# PROBLEM TO WORK ON
Scan the data below for lines holding the word "Presidente", and copy each line found.

═════ SOURCE MATERIAL ═════

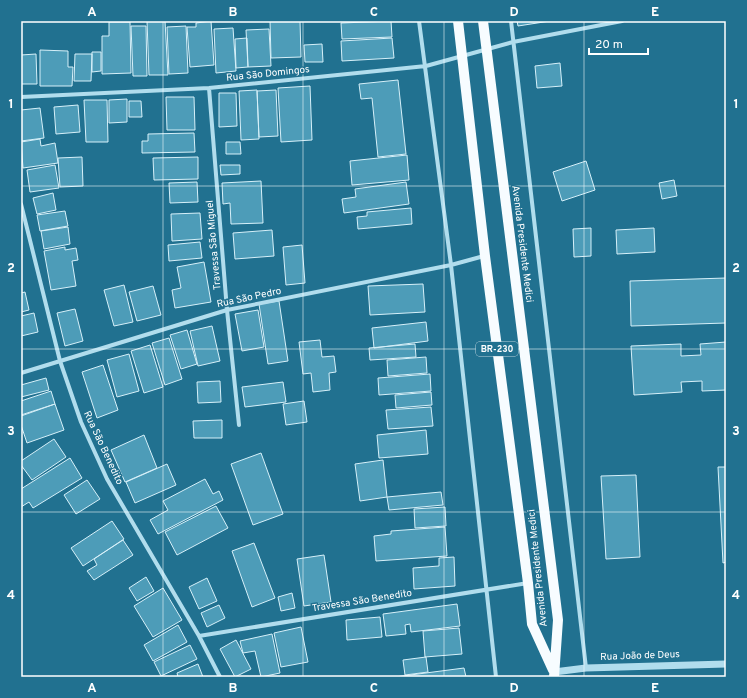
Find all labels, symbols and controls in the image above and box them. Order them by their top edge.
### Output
text: A [87,5,97,21]
text: B [229,5,238,21]
text: C [370,5,378,21]
text: D [509,5,519,21]
text: E [651,5,659,21]
scale bar [589,30,648,56]
text: 20 m [595,37,623,53]
street label: Rua São Domingos [226,63,311,85]
text: 1 [8,97,14,113]
text: 1 [733,97,739,113]
street label: Avenida Presidente Medici [508,185,536,303]
street label: Travessa São Miguel [204,200,224,290]
text: 2 [7,261,15,277]
text: 2 [732,261,740,277]
street label: Rua São Pedro [215,285,283,311]
road number: BR-230 [476,342,518,356]
street label: Rua São Benedito [80,409,126,487]
text: 3 [7,424,15,440]
text: 3 [732,424,740,440]
street label: Avenida Presidente Medici [525,509,551,627]
street label: Travessa São Benedito [311,587,413,615]
text: 4 [7,588,15,604]
text: 4 [732,588,740,604]
street label: Rua João de Deus [600,648,680,664]
text: A [87,681,97,697]
text: B [229,681,238,697]
text: C [370,681,378,697]
text: D [509,681,519,697]
text: E [651,681,659,697]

═════

# ANSWER TO THIS EXERCISE
street label: Avenida Presidente Medici [508,185,536,303]
street label: Avenida Presidente Medici [525,509,551,627]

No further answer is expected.